The Irish singer has taken to the web to publicly express her hankering for … well, let’s just call it intimacy. In a post last week on her blog, entitled “Is Sinead About to Hump Her Truck?” O’Connor spoke openly about her desire for some male companionship. (O’Connor came out a lesbian a few years back; sexuality can be surprisingly fluid!)
My sh*t-uation sexually/affectionately speaking is so dire that inanimate objects are starting to look good as are inappropriate and/or unavailable men and/or inappropriate and/or unavailable fruits and vegetables.
…Needless to say what I do for a living makes it hard for me to find men that only want me cuz they like my (legendary) arse. Yet I am in the peak of my sexual prime and way too lovely to be living like a nun. and it’s VERY depressing.
Think you’ve got what it takes? O’Connor’s list of dealbreakers and dealmakers:
He must be no younger than 44.
Must be living in Ireland but I don’t care if he is from the planet Zog.
Must not be named Brian or Nigel.
Must be blind enough to think I’m gorgeous.
Has to be employed. Am not fussy in what capacity generally but vehicle clampers need not apply.
Leather trouser- wearing gardai [Irish police], fire-men, rugby players, and Robert Downey-Junior will be given special consideration. As will literally anyone who applies.

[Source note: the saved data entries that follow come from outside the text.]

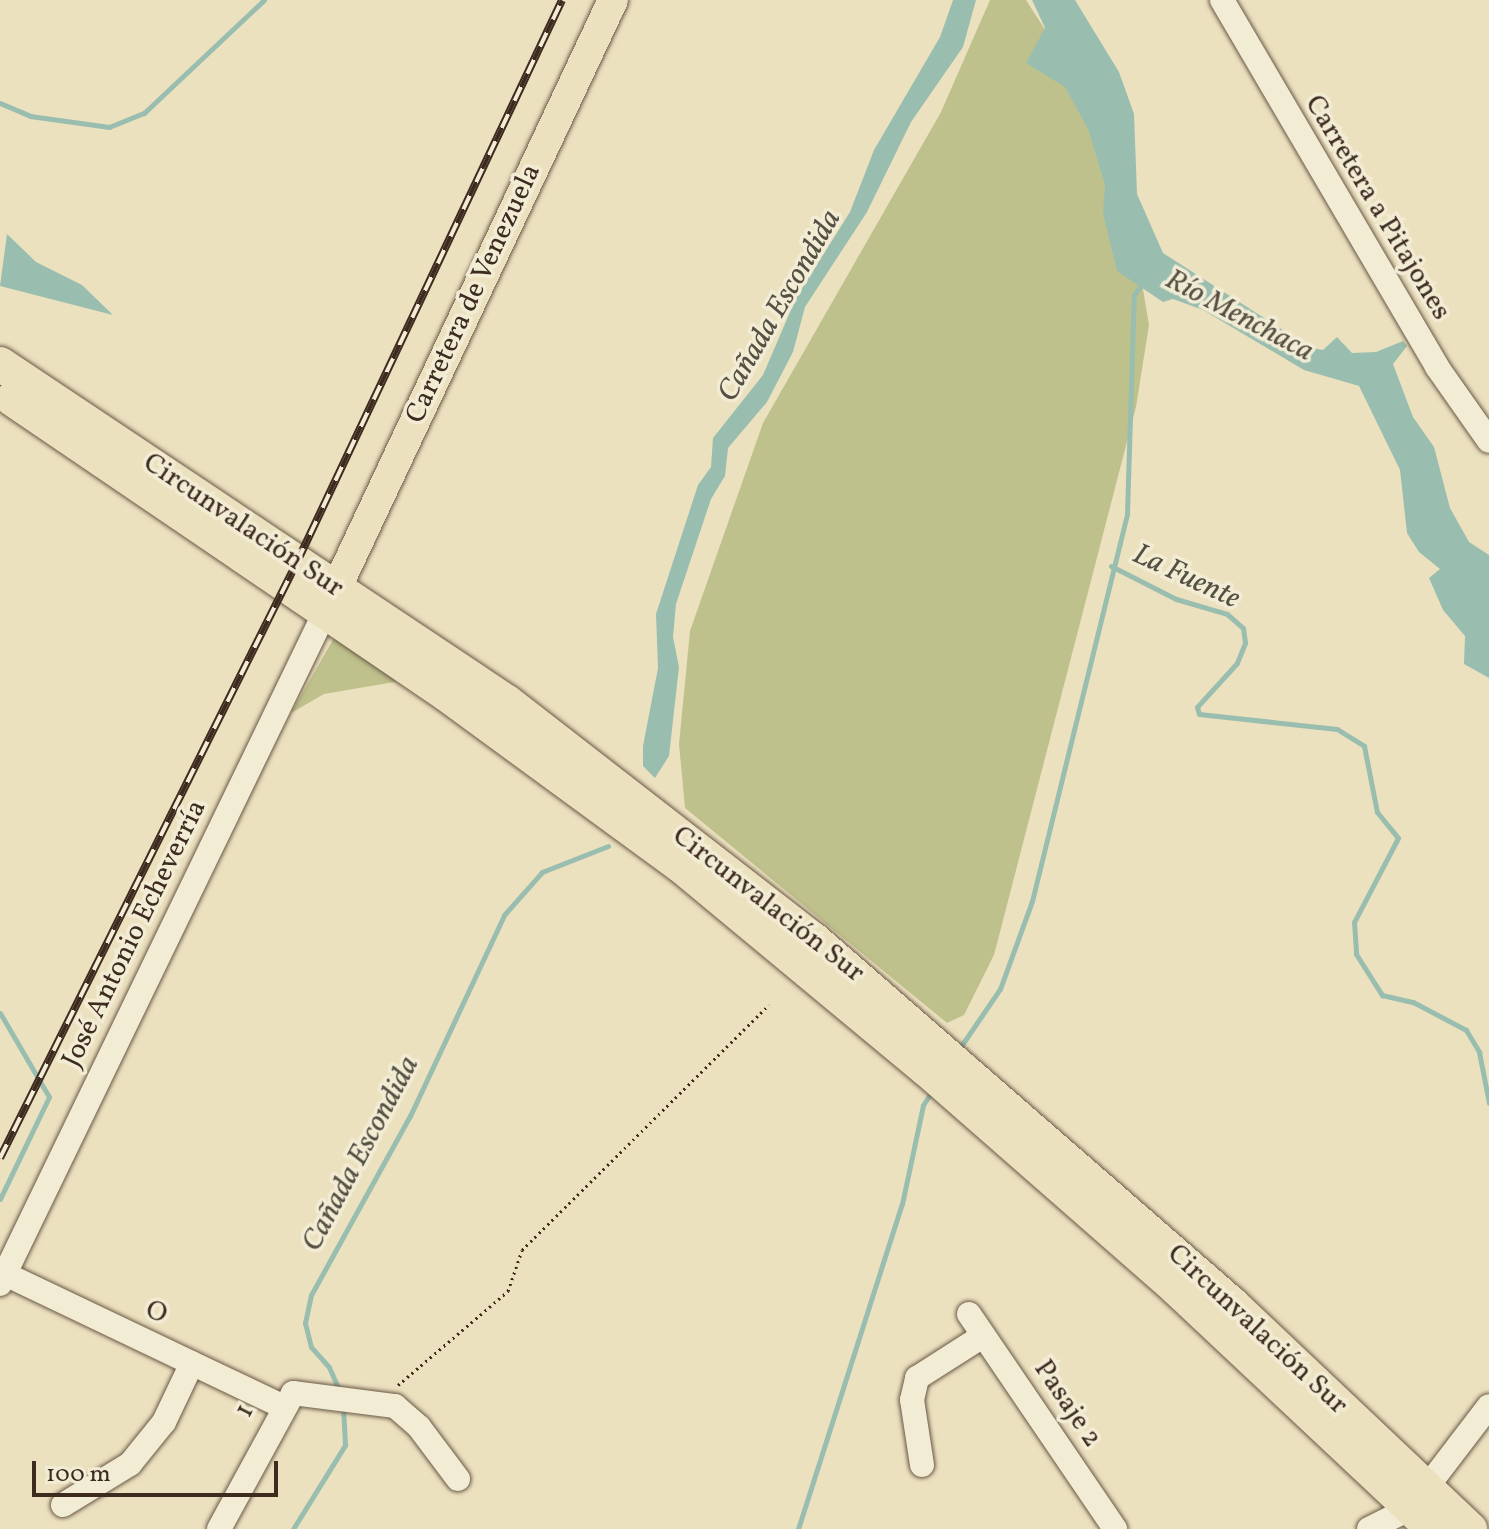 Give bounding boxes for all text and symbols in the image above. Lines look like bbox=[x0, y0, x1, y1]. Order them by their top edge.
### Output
street label: Carretera a Pitajones bbox=[1297, 90, 1457, 326]
street label: Carretera de Venezuela bbox=[399, 159, 549, 429]
water label: Cañada Escondida bbox=[710, 204, 850, 408]
water label: Río Menchaca bbox=[1159, 262, 1319, 370]
street label: Circunvalación Sur bbox=[136, 446, 350, 606]
water label: La Fuente bbox=[1127, 537, 1245, 617]
street label: José Antonio Echeverría bbox=[56, 795, 214, 1073]
street label: Circunvalación Sur bbox=[665, 820, 871, 990]
water label: Cañada Escondida bbox=[294, 1050, 428, 1258]
street label: Circunvalación Sur bbox=[1160, 1238, 1354, 1422]
street label: O bbox=[140, 1293, 172, 1333]
street label: Pasaje 2 bbox=[1026, 1354, 1108, 1454]
street label: 1 bbox=[228, 1399, 262, 1423]
scale bar bbox=[36, 1445, 282, 1495]
text: 100 m bbox=[46, 1458, 111, 1492] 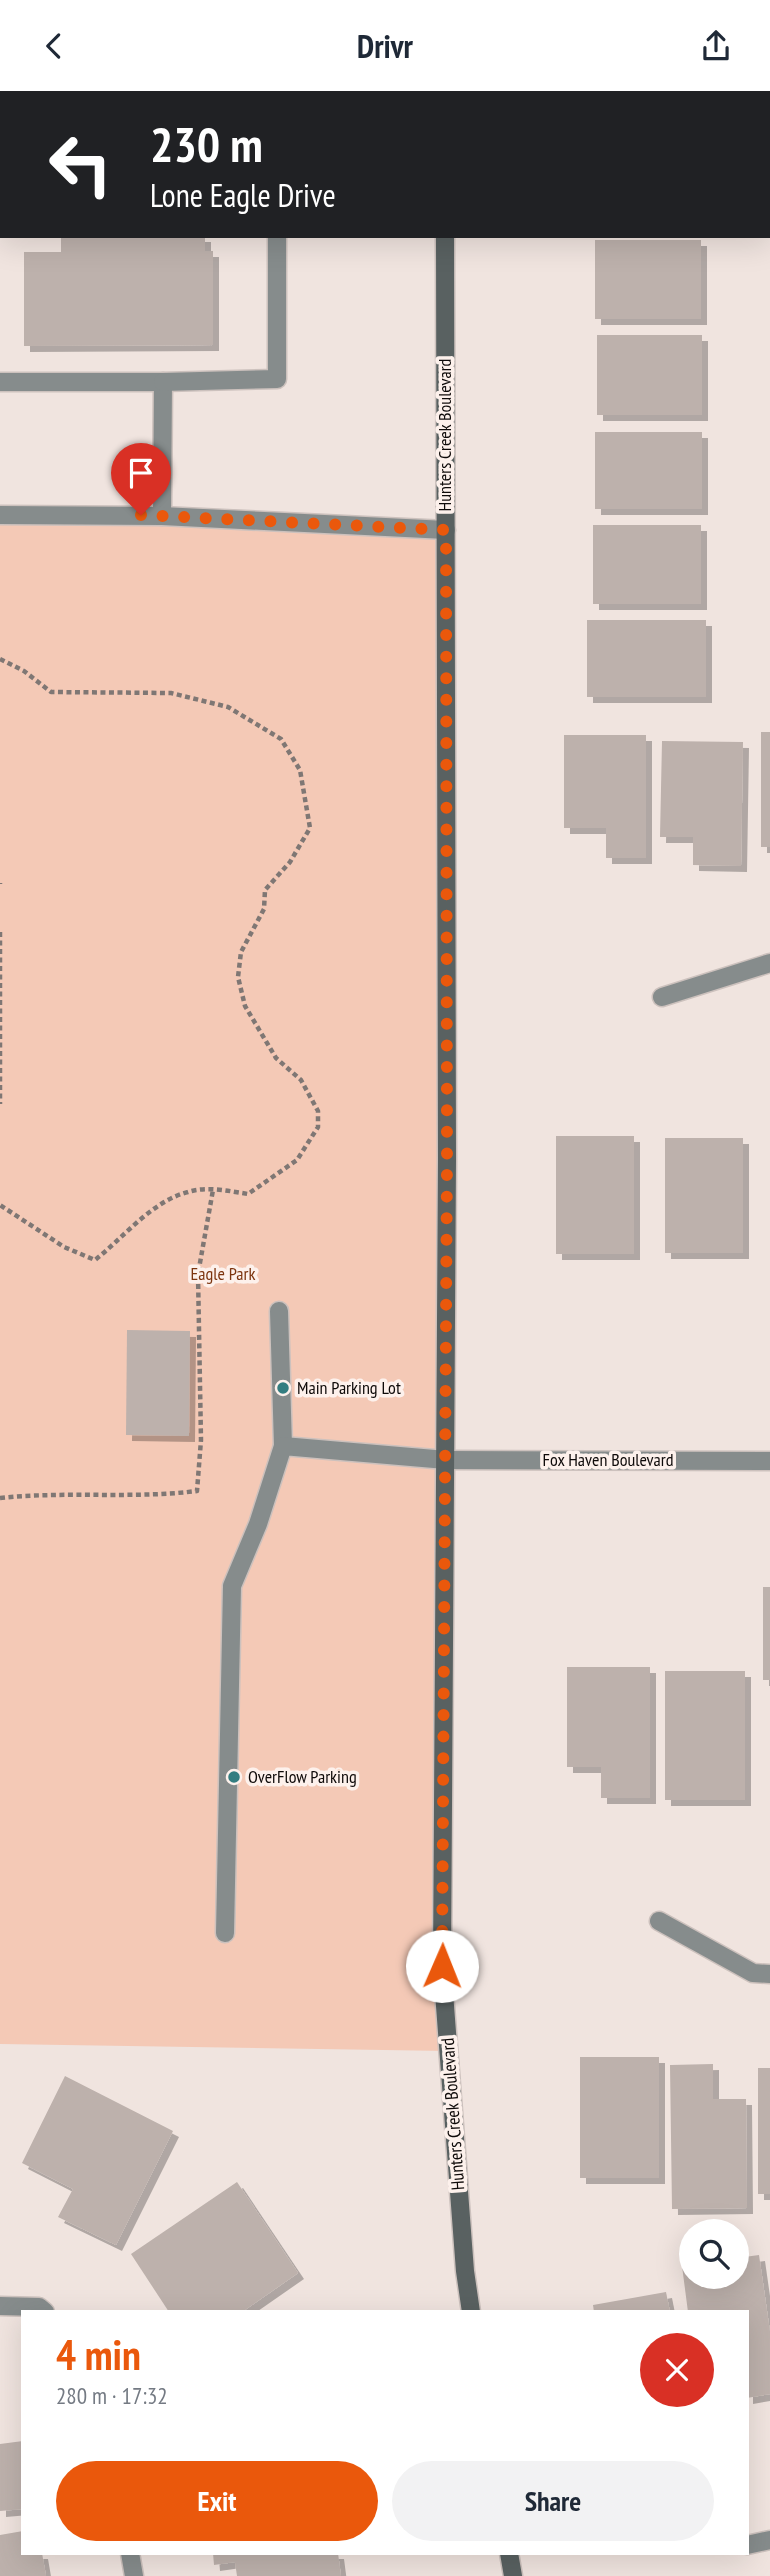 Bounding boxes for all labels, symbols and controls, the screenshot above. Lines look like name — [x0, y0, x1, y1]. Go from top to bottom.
text: Drivr — [357, 25, 413, 67]
icon: back — [35, 27, 73, 65]
icon: share — [697, 27, 735, 65]
text: 230 m — [150, 112, 263, 176]
icon: left — [35, 119, 126, 210]
text: Lone Eagle Drive — [150, 174, 336, 216]
street label: Hunters Creek Boulevard — [433, 359, 456, 511]
pin — [111, 443, 171, 515]
icon: arrive — [122, 454, 160, 492]
park label: Eagle Park — [191, 1262, 255, 1285]
place label: Main Parking Lot — [297, 1376, 401, 1399]
marker: Main Parking Lot — [275, 1380, 291, 1396]
street label: Fox Haven Boulevard — [543, 1448, 673, 1471]
place label: OverFlow Parking — [248, 1765, 357, 1788]
marker: OverFlow Parking — [226, 1769, 242, 1785]
position arrow — [405, 1929, 479, 2003]
street label: Hunters Creek Boulevard — [436, 2037, 469, 2191]
map controls — [679, 2219, 749, 2289]
button: search — [679, 2219, 749, 2289]
text: 4 min — [56, 2327, 141, 2382]
button: close — [640, 2333, 714, 2407]
text: 280 m · 17:32 — [56, 2381, 168, 2410]
button: Exit — [56, 2461, 378, 2541]
button: Share — [392, 2461, 714, 2541]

I like me a hairy man so buffed and/or waxed need not apply.
No hair gel.
No hair dryer use.
No hair dye
Stubble is a non-negotiable must. Any removal of stubble would be upsetting for me.
No after shave.
Must be very ‘snuggly’. Not just wham-bam.
Must be wham-bam.
Has to like his mother.
Has to like his ex and or mother/s of his children.
Has to live in own place.
That’s not that hard. We know a bunch of dudes who apply! But we think Sinead needs to work on her self-esteem a little bit. No more putting yourself down, lady!
UPDATE: It looks like it’s worked!
I’m supposed to write a follow-up to last week’s plea for a man, not a yam, but I’m so inundated with offers that I’m holed-up (sorry) in Planet Of The Apes, the only beauty parlour which will take me, and even then only round the back door in the middle of the night, but then I like a bit of that now and then don’t I?
OK, so the self-esteem thing might be fixed, but now it’s time to explain to Sinead the concept of TMI.